- PROMPT
Using the listing below, please gather every line containing the word "stream".
[Opening SOURCE MATERIAL section]
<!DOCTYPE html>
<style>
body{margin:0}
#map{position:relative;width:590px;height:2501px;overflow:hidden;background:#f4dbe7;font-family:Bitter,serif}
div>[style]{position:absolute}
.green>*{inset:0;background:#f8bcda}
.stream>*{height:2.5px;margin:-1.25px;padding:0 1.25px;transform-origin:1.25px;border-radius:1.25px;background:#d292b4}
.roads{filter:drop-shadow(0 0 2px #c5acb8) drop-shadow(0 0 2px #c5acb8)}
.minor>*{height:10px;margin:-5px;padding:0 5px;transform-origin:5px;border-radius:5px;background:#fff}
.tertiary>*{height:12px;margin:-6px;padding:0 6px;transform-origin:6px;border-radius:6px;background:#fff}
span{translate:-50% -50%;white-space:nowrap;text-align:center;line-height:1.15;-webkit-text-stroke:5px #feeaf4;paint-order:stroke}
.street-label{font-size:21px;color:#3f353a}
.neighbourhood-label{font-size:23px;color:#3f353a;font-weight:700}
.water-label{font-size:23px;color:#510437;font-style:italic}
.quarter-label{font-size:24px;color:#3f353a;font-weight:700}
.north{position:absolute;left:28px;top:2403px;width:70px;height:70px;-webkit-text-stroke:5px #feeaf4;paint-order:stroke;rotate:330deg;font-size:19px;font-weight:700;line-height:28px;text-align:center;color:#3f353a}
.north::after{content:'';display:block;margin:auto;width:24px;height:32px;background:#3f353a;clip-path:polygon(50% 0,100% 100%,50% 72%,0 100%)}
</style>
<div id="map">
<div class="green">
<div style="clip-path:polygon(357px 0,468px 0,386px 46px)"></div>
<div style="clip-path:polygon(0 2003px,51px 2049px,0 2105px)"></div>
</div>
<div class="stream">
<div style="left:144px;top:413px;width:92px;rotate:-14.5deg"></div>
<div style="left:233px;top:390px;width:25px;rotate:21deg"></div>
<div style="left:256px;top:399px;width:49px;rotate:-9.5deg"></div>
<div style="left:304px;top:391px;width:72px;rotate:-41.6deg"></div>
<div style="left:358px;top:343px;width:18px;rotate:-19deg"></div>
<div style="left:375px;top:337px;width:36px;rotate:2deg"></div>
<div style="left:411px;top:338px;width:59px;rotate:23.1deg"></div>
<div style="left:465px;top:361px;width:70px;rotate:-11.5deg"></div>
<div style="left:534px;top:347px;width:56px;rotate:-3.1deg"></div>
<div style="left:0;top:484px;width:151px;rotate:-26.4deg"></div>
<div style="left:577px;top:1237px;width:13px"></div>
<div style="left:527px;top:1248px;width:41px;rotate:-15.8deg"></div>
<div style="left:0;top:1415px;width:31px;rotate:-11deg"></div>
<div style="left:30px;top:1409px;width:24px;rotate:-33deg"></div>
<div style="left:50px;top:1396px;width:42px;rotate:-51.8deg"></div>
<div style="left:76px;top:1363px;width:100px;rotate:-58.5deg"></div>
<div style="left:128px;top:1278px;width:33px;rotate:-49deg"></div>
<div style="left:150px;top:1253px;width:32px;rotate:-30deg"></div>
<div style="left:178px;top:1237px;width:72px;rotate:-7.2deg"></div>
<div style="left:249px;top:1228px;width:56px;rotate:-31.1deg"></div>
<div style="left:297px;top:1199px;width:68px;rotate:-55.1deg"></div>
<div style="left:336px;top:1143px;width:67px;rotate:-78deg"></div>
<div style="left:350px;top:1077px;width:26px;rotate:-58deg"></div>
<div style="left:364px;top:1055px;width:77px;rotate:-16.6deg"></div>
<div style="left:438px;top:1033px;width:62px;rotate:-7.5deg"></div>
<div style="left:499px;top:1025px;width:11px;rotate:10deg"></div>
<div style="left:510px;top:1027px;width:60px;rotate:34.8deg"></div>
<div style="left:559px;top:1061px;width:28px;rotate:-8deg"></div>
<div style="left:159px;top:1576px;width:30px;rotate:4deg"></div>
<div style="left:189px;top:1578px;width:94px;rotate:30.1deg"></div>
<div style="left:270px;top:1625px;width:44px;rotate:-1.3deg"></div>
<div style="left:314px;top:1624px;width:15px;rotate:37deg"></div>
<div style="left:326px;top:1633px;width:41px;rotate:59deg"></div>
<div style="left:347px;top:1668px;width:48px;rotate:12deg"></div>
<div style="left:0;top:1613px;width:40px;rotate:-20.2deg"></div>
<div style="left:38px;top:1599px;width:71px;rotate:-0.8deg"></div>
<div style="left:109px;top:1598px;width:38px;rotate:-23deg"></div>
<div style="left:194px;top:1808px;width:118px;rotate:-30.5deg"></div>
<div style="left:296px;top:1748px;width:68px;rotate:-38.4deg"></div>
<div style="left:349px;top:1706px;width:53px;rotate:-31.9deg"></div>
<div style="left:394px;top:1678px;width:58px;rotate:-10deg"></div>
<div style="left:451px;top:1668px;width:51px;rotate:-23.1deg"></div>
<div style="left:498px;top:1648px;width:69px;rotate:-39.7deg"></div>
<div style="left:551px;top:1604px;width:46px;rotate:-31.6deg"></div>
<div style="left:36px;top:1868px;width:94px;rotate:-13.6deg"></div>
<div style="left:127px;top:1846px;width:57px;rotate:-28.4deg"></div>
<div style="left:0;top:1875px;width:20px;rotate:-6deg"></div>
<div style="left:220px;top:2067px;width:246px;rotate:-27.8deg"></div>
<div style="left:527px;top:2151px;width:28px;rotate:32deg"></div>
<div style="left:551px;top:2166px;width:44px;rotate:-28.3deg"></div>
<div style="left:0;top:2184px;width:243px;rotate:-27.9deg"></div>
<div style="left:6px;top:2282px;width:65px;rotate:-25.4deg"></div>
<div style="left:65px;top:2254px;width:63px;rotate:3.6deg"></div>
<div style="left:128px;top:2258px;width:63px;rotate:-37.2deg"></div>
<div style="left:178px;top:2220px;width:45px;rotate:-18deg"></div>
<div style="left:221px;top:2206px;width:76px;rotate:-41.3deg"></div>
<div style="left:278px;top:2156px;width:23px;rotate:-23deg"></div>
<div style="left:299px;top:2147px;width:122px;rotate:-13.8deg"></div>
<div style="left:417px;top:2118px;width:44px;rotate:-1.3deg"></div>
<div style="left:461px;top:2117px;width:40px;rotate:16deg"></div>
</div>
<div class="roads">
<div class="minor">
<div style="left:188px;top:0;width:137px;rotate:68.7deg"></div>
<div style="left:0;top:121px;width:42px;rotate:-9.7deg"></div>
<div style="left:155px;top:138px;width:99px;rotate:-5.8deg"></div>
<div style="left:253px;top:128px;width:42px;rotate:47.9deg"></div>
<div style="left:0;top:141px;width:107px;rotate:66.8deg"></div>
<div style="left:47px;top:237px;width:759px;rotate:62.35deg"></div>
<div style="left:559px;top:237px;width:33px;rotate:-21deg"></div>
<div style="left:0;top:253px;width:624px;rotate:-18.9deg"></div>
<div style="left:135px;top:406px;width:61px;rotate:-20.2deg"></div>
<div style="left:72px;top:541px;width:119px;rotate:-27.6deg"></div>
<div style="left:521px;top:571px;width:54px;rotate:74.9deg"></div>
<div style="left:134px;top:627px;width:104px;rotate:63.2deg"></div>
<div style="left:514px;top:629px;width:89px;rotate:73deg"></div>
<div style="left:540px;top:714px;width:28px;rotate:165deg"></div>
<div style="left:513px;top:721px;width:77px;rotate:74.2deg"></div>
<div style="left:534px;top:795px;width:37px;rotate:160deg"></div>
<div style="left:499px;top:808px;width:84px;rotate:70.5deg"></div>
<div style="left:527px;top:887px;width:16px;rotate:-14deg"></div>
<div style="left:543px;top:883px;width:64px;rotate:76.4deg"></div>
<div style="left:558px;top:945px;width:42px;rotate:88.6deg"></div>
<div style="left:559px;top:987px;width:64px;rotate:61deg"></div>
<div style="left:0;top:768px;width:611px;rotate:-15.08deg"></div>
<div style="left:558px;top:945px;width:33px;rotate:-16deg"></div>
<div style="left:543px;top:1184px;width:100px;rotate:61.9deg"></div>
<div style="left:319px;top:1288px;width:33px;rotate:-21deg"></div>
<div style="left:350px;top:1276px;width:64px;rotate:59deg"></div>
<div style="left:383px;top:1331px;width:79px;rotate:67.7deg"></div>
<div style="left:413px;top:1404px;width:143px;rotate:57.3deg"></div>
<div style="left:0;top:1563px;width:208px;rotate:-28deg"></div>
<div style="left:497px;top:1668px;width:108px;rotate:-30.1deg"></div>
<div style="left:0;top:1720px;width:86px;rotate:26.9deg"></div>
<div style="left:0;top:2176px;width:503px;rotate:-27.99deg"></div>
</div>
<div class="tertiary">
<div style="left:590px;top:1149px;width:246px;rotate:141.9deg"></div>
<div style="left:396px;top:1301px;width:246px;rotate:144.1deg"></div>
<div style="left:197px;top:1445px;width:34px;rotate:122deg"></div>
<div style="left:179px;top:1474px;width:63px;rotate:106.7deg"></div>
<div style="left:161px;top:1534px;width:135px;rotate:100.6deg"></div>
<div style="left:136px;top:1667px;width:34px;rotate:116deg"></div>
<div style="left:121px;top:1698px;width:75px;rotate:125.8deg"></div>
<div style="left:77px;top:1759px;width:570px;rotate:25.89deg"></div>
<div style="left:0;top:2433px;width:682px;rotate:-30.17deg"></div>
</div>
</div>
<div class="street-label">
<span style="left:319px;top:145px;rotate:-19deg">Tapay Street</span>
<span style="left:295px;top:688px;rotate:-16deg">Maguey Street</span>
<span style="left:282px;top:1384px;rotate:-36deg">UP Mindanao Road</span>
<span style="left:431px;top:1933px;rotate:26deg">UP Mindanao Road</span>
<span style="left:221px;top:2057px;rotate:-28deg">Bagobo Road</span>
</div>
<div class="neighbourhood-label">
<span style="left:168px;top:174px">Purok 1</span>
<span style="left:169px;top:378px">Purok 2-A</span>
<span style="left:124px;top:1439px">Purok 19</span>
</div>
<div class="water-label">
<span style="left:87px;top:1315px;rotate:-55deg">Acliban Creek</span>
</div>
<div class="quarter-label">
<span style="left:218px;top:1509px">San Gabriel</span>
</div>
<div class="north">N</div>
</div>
[Closing SOURCE MATERIAL section]
- EXERCISE OUTPUT
.stream>*{height:2.5px;margin:-1.25px;padding:0 1.25px;transform-origin:1.25px;border-radius:1.25px;background:#d292b4}
<div class="stream">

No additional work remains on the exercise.